Department of Urology, The Third Xiangya Hospital, Central South University, Changsha, 410013, Hunan Province, P.R. China.
Cell Death Dis. 2021 Feb 15;12(2):188. doi: 10.1038/s41419-021-03455-8.
This study aimed to investigate the mechanism of SChLAP1 (second chromosome locus associated with prostate-1) on microRNA expression in prostate cancer. Differential expression of lncRNAs and microRNA prostate cancer cells were predicted by informatics and confirmed by qRT-PCR. SChLAP1-interacting proteins were characterized by RNA pull-down combined with western blotting, which was verified using RIP and qPCR analysis. Then ChIP assay and DNA pull-down were used to validate the binding of DNMT3a and HEK27me3 with miRNA gene promoters. Target genes of miRNAs were bioinformatically predicted and validated by dual-luciferase reporter assays. The tumorigenicity of prostate cancer cells was assessed using the cancer cell line-based xenograft (CDX) model. We found that SChLAP1 expression was significantly elevated in prostate cancer tissues and cell lines, which was negatively correlated with miR-340 expression.

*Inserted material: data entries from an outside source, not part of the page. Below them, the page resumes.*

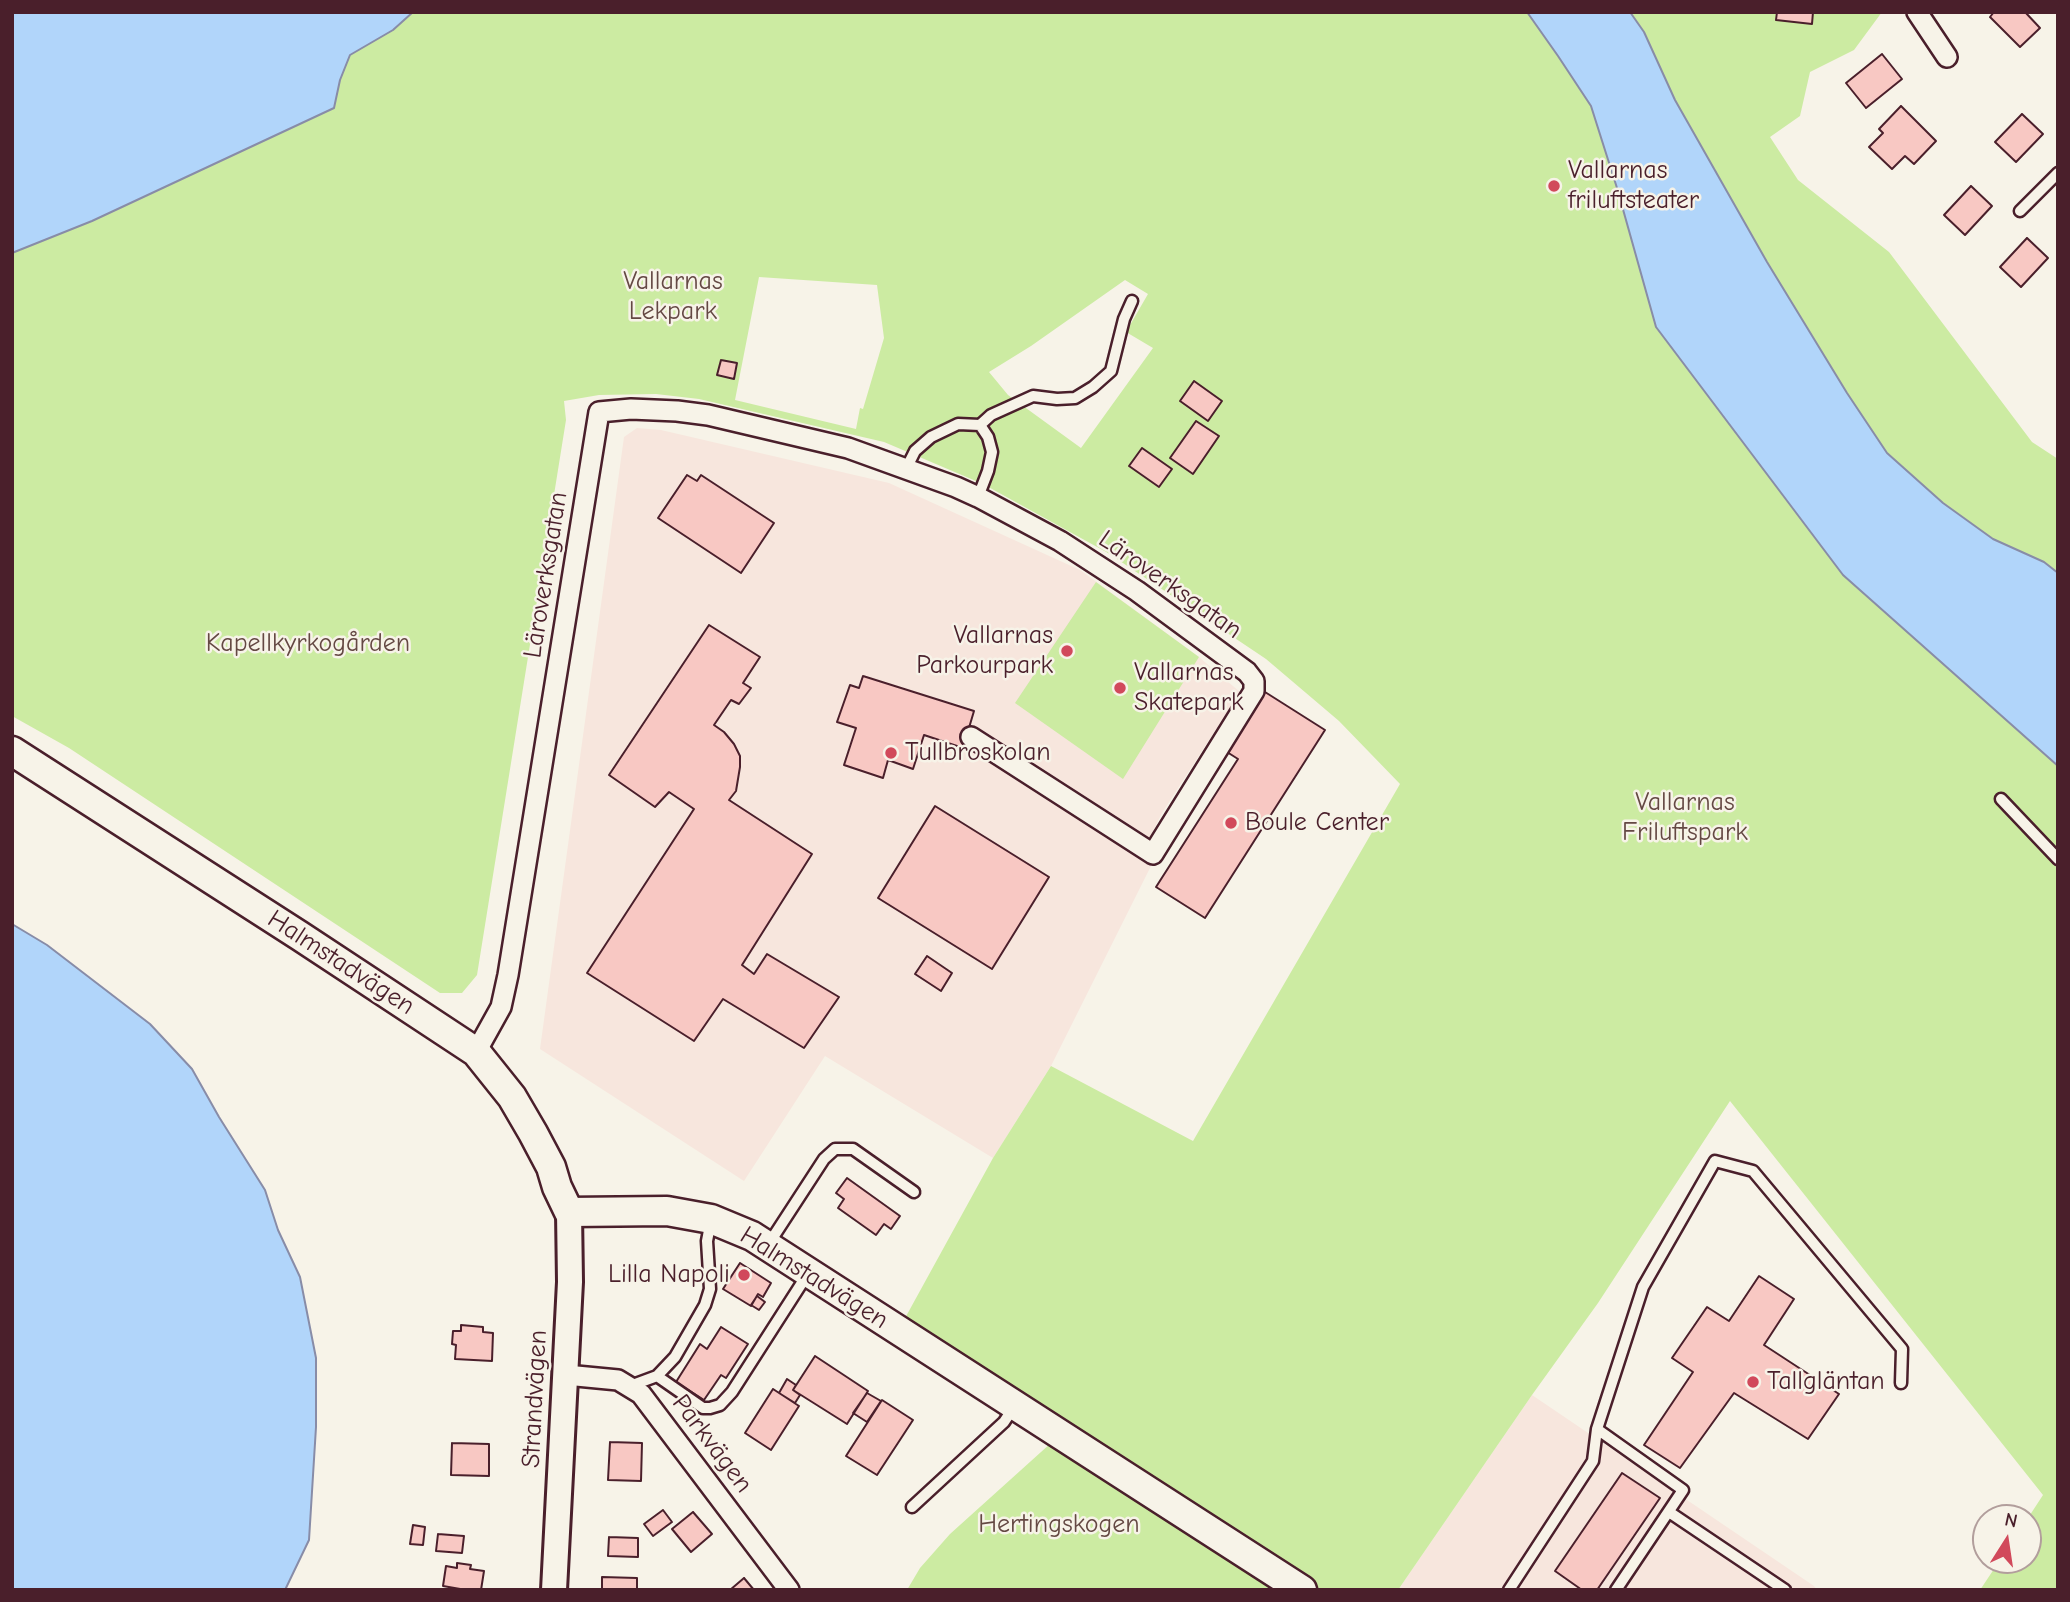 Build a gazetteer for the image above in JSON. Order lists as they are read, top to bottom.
{
  "streets": {
    "main road": ["Halmstadvägen"],
    "street": ["Läroverksgatan", "Strandvägen", "Parkvägen"]
  },
  "crossings": [
    ["Läroverksgatan", "Halmstadvägen"],
    ["Halmstadvägen", "Strandvägen"],
    ["Strandvägen", "Parkvägen"]
  ],
  "parks": [
    "Vallarnas Lekpark",
    "Kapellkyrkogården",
    "Vallarnas Friluftspark",
    "Hertingskogen"
  ],
  "places": [
    "Vallarnas friluftsteater",
    "Vallarnas Parkourpark",
    "Vallarnas Skatepark",
    "Tullbroskolan",
    "Boule Center",
    "Lilla Napoli",
    "Tallgläntan"
  ],
  "north": "top"
} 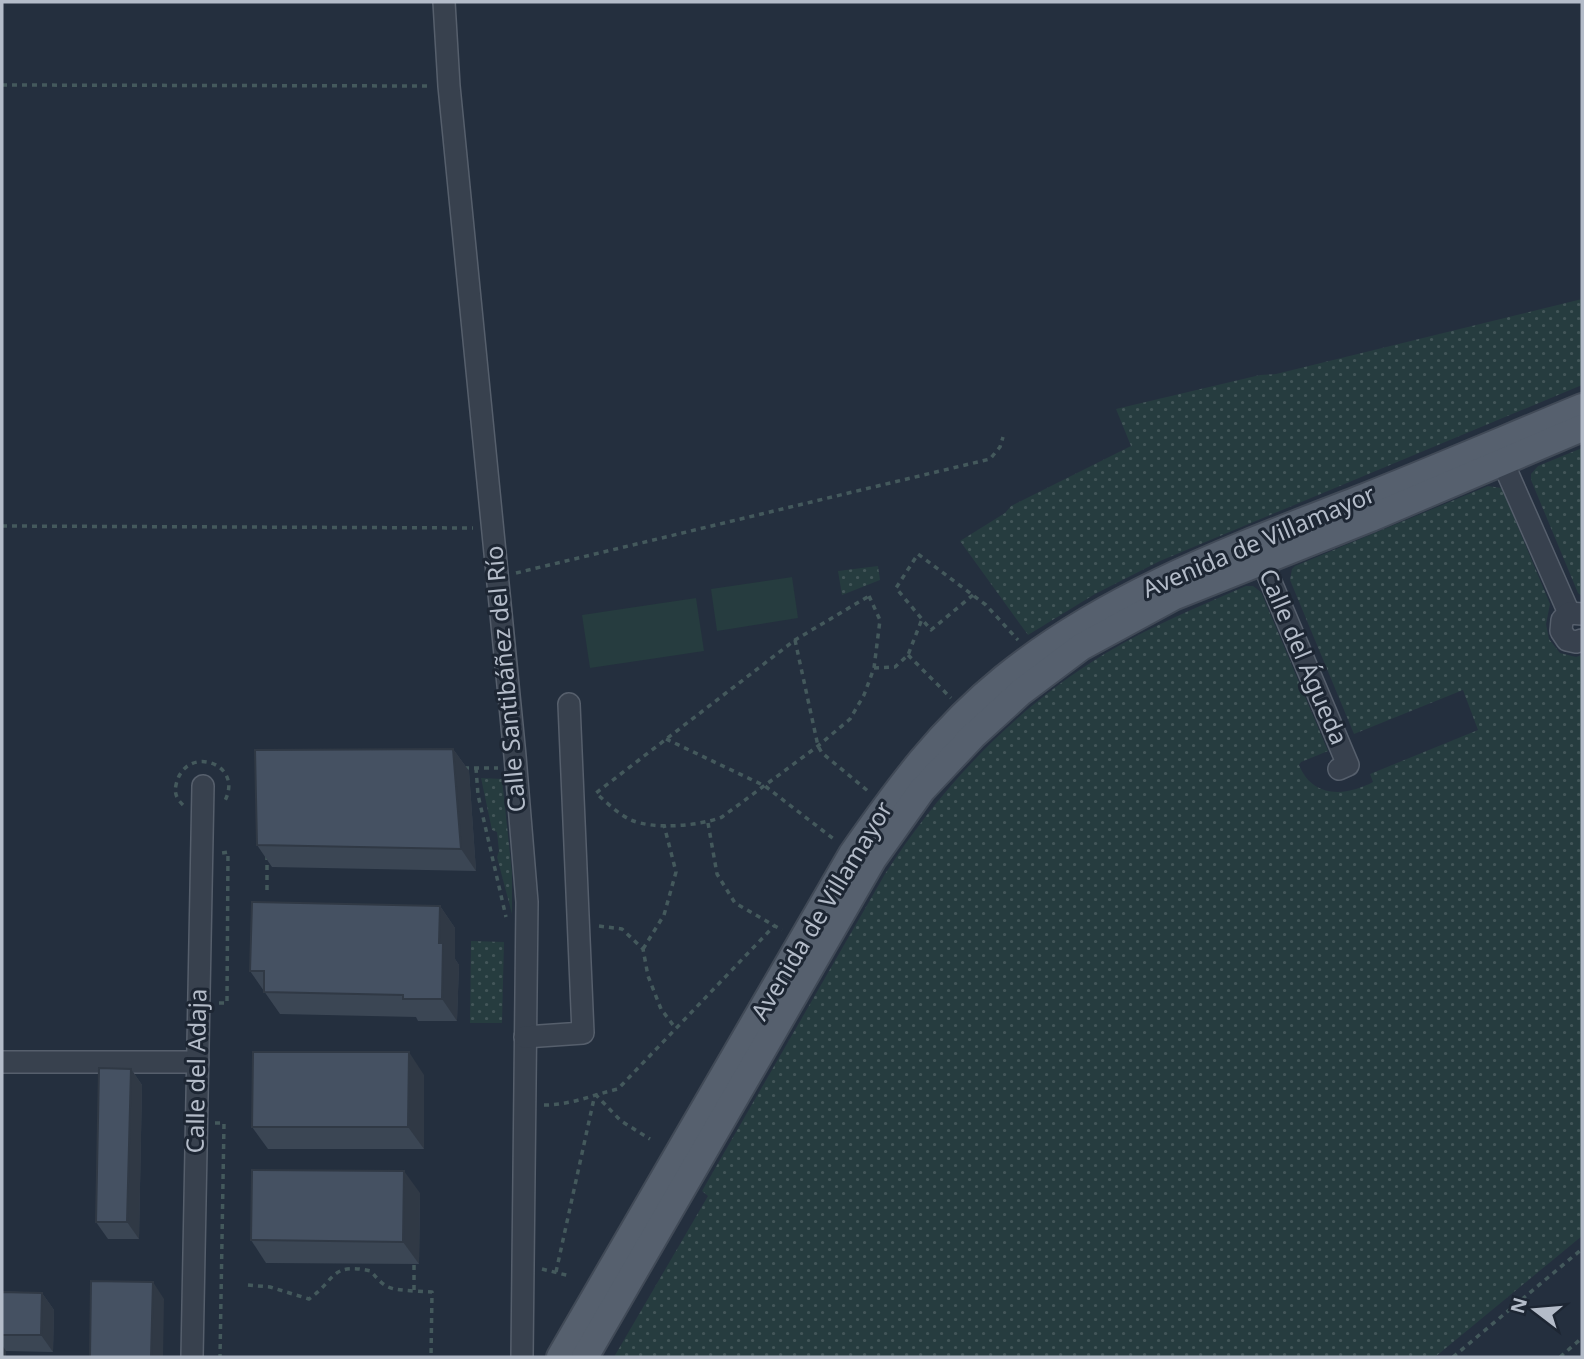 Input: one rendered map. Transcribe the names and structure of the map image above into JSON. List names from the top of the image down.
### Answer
{
  "streets": {
    "main road": ["Avenida de Villamayor"],
    "street": ["Calle del Águeda", "Calle Santibáñez del Río", "Calle del Adaja"]
  },
  "crossings": [
    ["Avenida de Villamayor", "Calle del Águeda"]
  ],
  "north": "left"
}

SChLAP1 directly binds with EZH2 and repressed multiple miRNA expression on chromosome 5 including the miR-340-3p in prostate cancer cells through recruiting H3K27me3 to mediate promoter methylation modification of miR-340-5p/miR-143-3p/miR-145-5p to suppress gene transcription. Moreover, DNMT3a was one of the common target genes of miR-340-5p/miR-143-3p/miR-145-5p in prostate cancer cells. And SChLAP1/EZH2 could also promote prostate cancer tumor development via the interaction of microRNA-DNMT3a signaling pathways in xenograft nude mice. Altogether, our results suggest that SChLAP1 enhanced the proliferation, migration, and tumorigenicity of prostate cancer cells through interacting with EZH2 to recruit H2K27me3 and mediate promoter methylation modification of miR-340-5p/miR-143-3p/miR-145-5p with a DNMT3a-feedback loop.
本研究旨在探讨 SChLAP1(与前列腺 1 相关的第二染色体位点)对前列腺癌 microRNA 表达的作用机制。通过计算预测前列腺癌细胞中 lncRNA 和 microRNA 的差异表达,并通过 qRT-PCR 进行验证。通过 RNA 下拉结合 Western blot 鉴定 SChLAP1 相互作用蛋白,并用 RIP 和 qPCR 分析进行验证。然后使用 ChIP 测定和 DNA 下拉验证 DNMT3a 和 HEK27me3 与 miRNA 基因启动子的结合。通过双荧光素酶报告基因检测等方法预测和验证 miRNA 的靶基因。使用基于癌细胞系的异种移植(CDX)模型评估前列腺癌细胞的致瘤性。结果发现,SChLAP1 在前列腺癌组织和细胞系中表达显著升高,与 miR-340 表达呈负相关。SChLAP1 通过募集 H3K27me3 来介导 miR-340-5p/miR-143-3p/miR-145-5p 启动子甲基化修饰,从而直接与 EZH2 结合并抑制包括染色体 5 上的 miR-340-3p 在内的多个 miRNA 在前列腺癌细胞中的表达,抑制基因转录。此外,DNMT3a 是 miR-340-5p/miR-143-3p/miR-145-5p 在前列腺癌细胞中的共同靶基因之一。并且 SChLAP1/EZH2 还可以通过在异种移植裸鼠中微 RNA-DNMT3a 信号通路的相互作用促进前列腺癌肿瘤的发展。综上所述,我们的研究结果表明,SChLAP1 通过与 EZH2 相互作用,募集 H2K27me3,并介导 miR-340-5p/miR-143-3p/miR-145-5p 启动子甲基化修饰,形成一个带有 DNMT3a 反馈回路的 miR-340-5p/miR-143-3p/miR-145-5p,从而增强前列腺癌细胞的增殖、迁移和致瘤性。